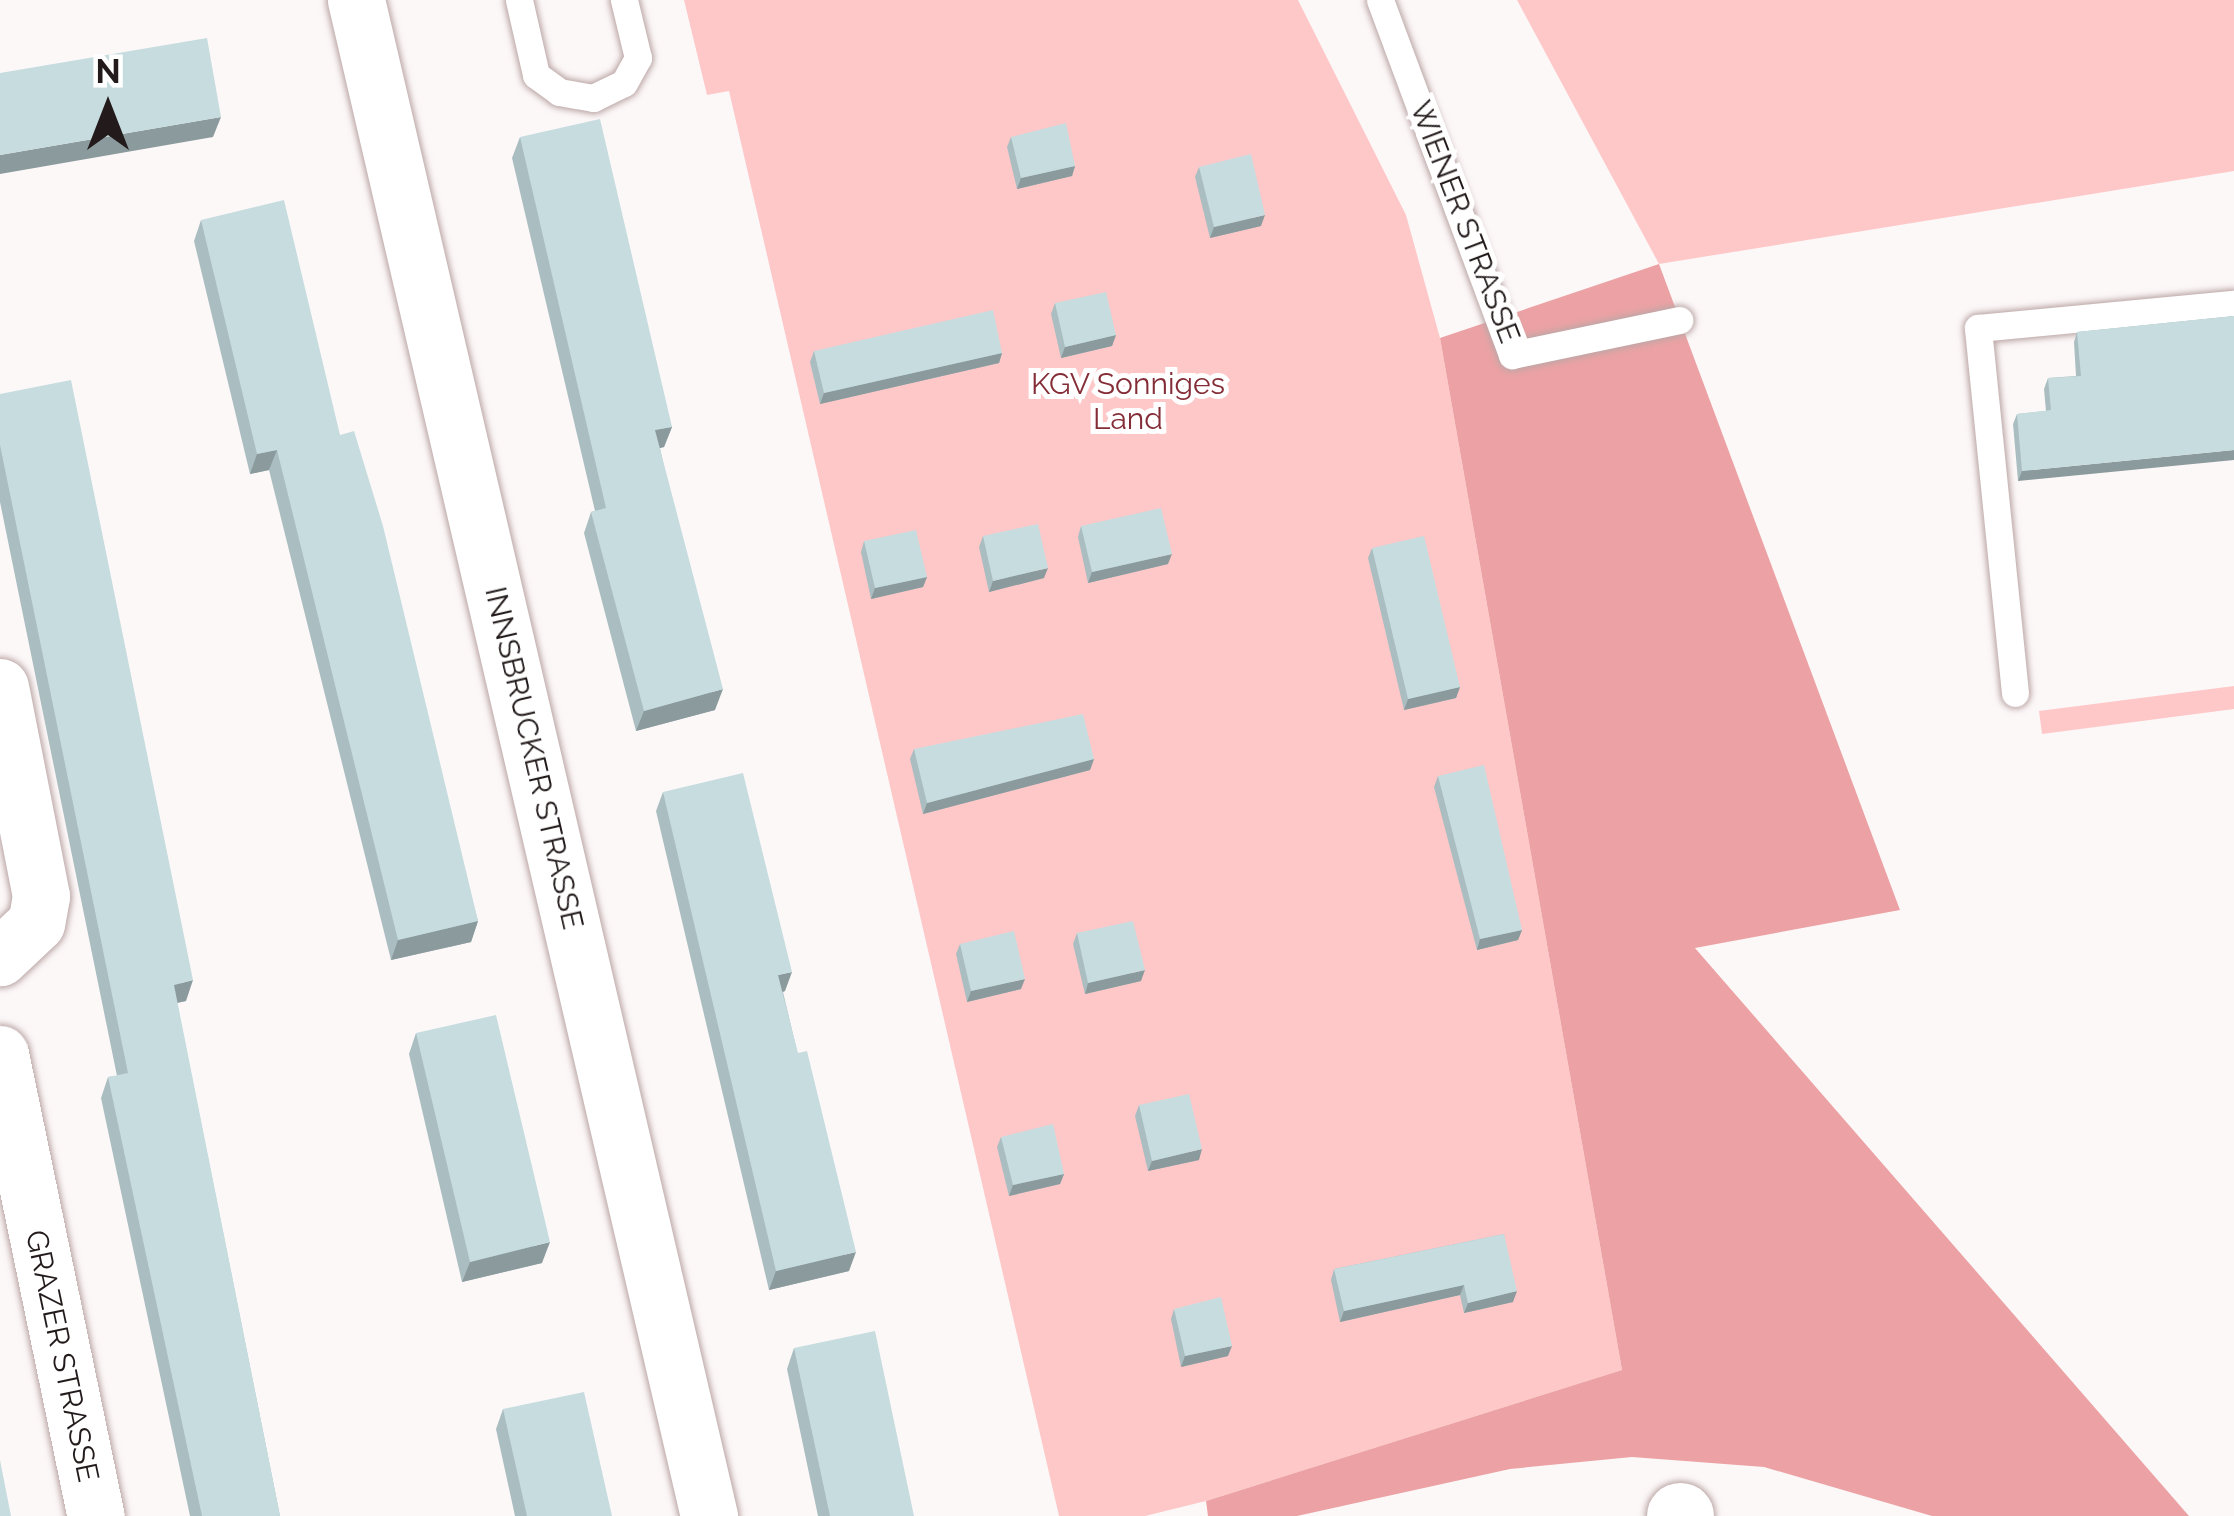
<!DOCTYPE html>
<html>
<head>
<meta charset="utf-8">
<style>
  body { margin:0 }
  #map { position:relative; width:2234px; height:1516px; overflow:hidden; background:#fdf8f8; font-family:Raleway,sans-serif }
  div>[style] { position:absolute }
  .green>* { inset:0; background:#fec8c9 }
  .forest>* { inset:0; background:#eca2a4 }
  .roads { filter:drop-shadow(0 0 3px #bca7a7) drop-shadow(0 0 3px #bca7a7) }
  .lane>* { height:27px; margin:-13.5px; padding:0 13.5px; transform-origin:13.5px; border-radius:13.5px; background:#fff }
  .street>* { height:57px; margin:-28.5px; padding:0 28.5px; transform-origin:28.5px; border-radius:28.5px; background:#fff }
  .secondary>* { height:66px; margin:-33px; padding:0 33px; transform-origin:33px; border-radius:33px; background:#fff }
  .wall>* { inset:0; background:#aabdc0 }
  .shaded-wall>* { inset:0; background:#8b9a9c }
  .building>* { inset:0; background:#c6dcdf }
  span { translate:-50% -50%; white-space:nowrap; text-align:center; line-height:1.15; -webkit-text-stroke:10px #fff; paint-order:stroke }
  .street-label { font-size:30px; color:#231b1b }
  .park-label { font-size:30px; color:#842d37 }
  .north { position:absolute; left:48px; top:48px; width:120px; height:120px; -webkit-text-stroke:9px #fff; paint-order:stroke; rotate:0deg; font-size:33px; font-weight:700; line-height:48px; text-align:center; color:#231b1b }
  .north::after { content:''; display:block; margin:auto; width:42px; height:54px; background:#231b1b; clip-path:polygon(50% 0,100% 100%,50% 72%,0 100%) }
</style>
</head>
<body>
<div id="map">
  <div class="green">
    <i style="clip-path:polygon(684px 0,1298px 0,1406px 215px,1440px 338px,1622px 1370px,1206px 1501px,1145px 1516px,1059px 1516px,729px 91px,707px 95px)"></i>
    <i style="clip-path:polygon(1517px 0,2234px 0,2234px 171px,1659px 264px)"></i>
    <i style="clip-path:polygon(2234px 686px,2234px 709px,2042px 734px,2039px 711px)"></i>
  </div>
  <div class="forest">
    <i style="clip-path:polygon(1659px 264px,1900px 910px,1695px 948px,2189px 1516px,1932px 1516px,1764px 1467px,1632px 1457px,1510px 1469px,1297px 1516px,1208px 1516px,1206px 1501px,1622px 1370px,1440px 338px)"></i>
  </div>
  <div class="roads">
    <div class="lane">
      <i style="left:519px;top:0;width:77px;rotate:77.2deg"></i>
      <i style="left:536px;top:75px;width:29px;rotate:36deg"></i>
      <i style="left:559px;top:92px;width:35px;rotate:10deg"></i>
      <i style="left:593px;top:98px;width:34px;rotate:-26deg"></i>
      <i style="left:624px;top:83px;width:29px;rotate:-61deg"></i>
      <i style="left:638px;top:58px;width:60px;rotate:-103.6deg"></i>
      <i style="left:1380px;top:0;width:379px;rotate:69.6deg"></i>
      <i style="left:1512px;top:355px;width:171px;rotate:-11.8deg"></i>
      <i style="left:2015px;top:693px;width:367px;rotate:-95.8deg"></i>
      <i style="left:1978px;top:328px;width:257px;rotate:-5.4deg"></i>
    </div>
    <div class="street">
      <i style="left:356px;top:0;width:1557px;rotate:76.89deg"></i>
      <i style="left:0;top:687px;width:213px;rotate:78.9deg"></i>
      <i style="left:41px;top:896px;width:27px;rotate:100deg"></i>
      <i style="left:36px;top:923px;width:50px;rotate:136.6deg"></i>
      <i style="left:0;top:1054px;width:472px;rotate:78.3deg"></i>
    </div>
    <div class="secondary">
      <i style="left:1680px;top:1516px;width:1px"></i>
    </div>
  </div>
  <div class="wall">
    <i style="clip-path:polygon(520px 137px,672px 427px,664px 447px,660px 448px,715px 710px,636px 731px,584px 533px,591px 512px,595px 511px,512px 158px)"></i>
    <i style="clip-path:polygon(1011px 137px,1075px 166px,1072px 176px,1017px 189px,1007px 147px)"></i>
    <i style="clip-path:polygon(1199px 167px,1261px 226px,1210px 238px,1195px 177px)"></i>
    <i style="clip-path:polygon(201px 220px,340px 435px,478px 921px,471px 942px,391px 960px,269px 470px,250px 474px,194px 241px)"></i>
    <i style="clip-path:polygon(1055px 303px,1116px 335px,1112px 346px,1061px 358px,1051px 314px)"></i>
    <i style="clip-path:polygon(2234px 316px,2018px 481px,2013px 424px,2017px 414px,2046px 411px,2044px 389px,2048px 378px,2076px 376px,2074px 342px,2077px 332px)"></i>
    <i style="clip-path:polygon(814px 351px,1002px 353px,999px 363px,820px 404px,810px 362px)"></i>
    <i style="clip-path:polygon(0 394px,186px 1001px,177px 1003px,280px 1516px,190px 1516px,101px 1098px,108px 1077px,117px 1076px,0 502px)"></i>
    <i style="clip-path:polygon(1081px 526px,1168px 564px,1088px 583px,1078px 537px)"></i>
    <i style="clip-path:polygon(983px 536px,1044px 578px,989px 592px,979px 547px)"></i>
    <i style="clip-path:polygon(864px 541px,927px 577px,923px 587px,871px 599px,861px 552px)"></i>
    <i style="clip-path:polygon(1372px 548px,1460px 687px,1456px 698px,1404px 710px,1368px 558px)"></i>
    <i style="clip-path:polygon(914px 749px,1094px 759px,1090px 770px,923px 814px,910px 759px)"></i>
    <i style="clip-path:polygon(1438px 776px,1522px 930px,1518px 940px,1477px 950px,1434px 787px)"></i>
    <i style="clip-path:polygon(663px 792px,785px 991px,783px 992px,849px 1271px,769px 1290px,656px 811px)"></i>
    <i style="clip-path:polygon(1077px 933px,1141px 981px,1085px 994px,1073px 944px)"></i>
    <i style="clip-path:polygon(960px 944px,1021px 989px,967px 1002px,956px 954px)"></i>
    <i style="clip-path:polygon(416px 1033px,542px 1263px,462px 1282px,409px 1054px)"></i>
    <i style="clip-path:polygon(1139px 1105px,1199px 1160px,1148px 1171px,1135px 1116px)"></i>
    <i style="clip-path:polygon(1001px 1137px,1064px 1174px,1060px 1184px,1009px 1196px,997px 1147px)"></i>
    <i style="clip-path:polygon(1504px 1234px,1513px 1302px,1464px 1313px,1460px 1295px,1340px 1322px,1331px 1280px,1334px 1269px)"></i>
    <i style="clip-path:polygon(1174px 1309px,1228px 1356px,1181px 1367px,1171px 1319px)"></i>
    <i style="clip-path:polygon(794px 1348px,914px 1516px,818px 1516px,787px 1369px)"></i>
    <i style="clip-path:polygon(503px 1409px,612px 1516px,515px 1516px,496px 1429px)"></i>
  </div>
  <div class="shaded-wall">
    <i style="clip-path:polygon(221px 117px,213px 137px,0 174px,0 155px)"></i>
    <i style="clip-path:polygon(1075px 166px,1072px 176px,1017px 189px,1021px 178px)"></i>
    <i style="clip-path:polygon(1265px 215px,1261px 226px,1210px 238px,1214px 227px)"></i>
    <i style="clip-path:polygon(1116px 335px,1112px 346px,1061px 358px,1065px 347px)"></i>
    <i style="clip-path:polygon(1002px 353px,999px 363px,820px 404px,824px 393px)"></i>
    <i style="clip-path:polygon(672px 427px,664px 447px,648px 451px,655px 430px)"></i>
    <i style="clip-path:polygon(277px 450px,269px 470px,250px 474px,257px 454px)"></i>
    <i style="clip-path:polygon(2234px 450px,2234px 460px,2018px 481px,2022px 471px)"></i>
    <i style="clip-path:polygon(1172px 554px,1168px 564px,1088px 583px,1092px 572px)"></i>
    <i style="clip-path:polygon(1048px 568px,1044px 578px,989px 592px,993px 581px)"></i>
    <i style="clip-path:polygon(927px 577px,923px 587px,871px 599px,875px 588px)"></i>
    <i style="clip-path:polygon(1460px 687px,1456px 698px,1404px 710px,1408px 699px)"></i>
    <i style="clip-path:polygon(723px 689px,715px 710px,636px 731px,644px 711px)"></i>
    <i style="clip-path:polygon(1094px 759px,1090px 770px,923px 814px,927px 803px)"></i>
    <i style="clip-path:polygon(478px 921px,471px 942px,391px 960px,398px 940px)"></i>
    <i style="clip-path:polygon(1522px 930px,1518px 940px,1477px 950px,1480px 939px)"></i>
    <i style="clip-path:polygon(1145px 970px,1141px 981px,1085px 994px,1088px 983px)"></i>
    <i style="clip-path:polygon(792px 972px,785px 991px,771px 995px,778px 975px)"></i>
    <i style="clip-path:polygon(1025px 979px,1021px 989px,967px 1002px,971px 991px)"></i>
    <i style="clip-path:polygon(193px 980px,186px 1001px,166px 1005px,174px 985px)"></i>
    <i style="clip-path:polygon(1202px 1149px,1199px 1160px,1148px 1171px,1152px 1161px)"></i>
    <i style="clip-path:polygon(1064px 1174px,1060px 1184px,1009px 1196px,1013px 1185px)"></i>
    <i style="clip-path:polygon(550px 1242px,542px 1263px,462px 1282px,470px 1262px)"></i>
    <i style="clip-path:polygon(856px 1252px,849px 1271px,769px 1290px,776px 1271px)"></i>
    <i style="clip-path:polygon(1464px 1285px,1460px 1295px,1340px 1322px,1344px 1311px)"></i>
    <i style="clip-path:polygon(1517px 1291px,1513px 1302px,1464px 1313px,1468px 1303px)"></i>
    <i style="clip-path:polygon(1232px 1346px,1228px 1356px,1181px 1367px,1185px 1356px)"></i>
  </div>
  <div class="building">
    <i style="clip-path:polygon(207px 38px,221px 117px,0 155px,0 73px)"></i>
    <i style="clip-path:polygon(600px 119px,672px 427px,655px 430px,723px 689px,644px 711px,591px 512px,606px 508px,520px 137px)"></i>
    <i style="clip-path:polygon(1066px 123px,1075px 166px,1021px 178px,1011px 137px)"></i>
    <i style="clip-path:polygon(1251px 154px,1265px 215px,1214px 227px,1199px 167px)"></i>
    <i style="clip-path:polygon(284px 200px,340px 435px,354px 431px,383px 526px,478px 921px,398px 940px,277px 450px,257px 454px,201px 220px)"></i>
    <i style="clip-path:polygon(1106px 292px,1116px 335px,1065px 347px,1055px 303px)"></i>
    <i style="clip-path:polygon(993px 310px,1002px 353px,824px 393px,814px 351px)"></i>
    <i style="clip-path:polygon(2234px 316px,2234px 450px,2022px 471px,2017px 414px,2051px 410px,2048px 378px,2081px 376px,2077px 332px)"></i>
    <i style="clip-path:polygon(71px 380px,193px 980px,174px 985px,280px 1516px,202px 1516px,108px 1077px,128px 1073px,0 445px,0 394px)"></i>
    <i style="clip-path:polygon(1161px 508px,1172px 554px,1092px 572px,1081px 526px)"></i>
    <i style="clip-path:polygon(1038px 524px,1048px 568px,993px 581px,983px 536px)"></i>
    <i style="clip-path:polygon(916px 530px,927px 577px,875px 588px,864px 541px)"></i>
    <i style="clip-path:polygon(1424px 536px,1460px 687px,1408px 699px,1372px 548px)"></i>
    <i style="clip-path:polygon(1083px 714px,1094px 759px,927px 803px,914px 749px)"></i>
    <i style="clip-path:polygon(1484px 765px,1522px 930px,1480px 939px,1438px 776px)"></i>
    <i style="clip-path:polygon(743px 773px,792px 972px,778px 975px,798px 1053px,807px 1051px,856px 1252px,776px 1271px,663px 792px)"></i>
    <i style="clip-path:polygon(1133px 921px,1145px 970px,1088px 983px,1077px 933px)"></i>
    <i style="clip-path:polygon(1014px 931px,1025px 979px,971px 991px,960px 944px)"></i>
    <i style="clip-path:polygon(496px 1015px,550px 1242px,470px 1262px,416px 1033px)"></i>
    <i style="clip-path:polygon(1189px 1094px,1202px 1149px,1152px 1161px,1139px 1105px)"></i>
    <i style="clip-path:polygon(1053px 1124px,1064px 1174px,1013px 1185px,1001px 1137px)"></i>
    <i style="clip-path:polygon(1504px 1234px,1517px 1291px,1468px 1303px,1464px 1285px,1344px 1311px,1334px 1269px)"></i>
    <i style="clip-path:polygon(1221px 1297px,1232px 1346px,1185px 1356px,1174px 1309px)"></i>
    <i style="clip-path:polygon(875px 1331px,914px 1516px,830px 1516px,794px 1348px)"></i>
    <i style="clip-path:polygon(584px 1392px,612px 1516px,527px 1516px,503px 1409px)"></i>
    <i style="clip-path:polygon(0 1460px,11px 1516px,0 1516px)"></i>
  </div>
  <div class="street-label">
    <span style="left:1465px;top:222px;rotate:69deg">WIENER STRASSE</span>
    <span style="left:534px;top:758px;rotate:77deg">INNSBRUCKER STRASSE</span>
    <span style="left:62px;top:1356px;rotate:78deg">GRAZER STRASSE</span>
  </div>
  <div class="park-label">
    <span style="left:1128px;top:401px">KGV Sonniges<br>Land</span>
  </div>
  <div class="north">N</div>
</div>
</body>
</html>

=-=-=-=-=

● To do:
The answer must consist solely of the lines from the first line of the data through the line containing "filter:drop-shadow(0 0 3px", inclusive, reproduced exactly and without pictures.

● Solution:
<!DOCTYPE html>
<html>
<head>
<meta charset="utf-8">
<style>
  body { margin:0 }
  #map { position:relative; width:2234px; height:1516px; overflow:hidden; background:#fdf8f8; font-family:Raleway,sans-serif }
  div>[style] { position:absolute }
  .green>* { inset:0; background:#fec8c9 }
  .forest>* { inset:0; background:#eca2a4 }
  .roads { filter:drop-shadow(0 0 3px #bca7a7) drop-shadow(0 0 3px #bca7a7) }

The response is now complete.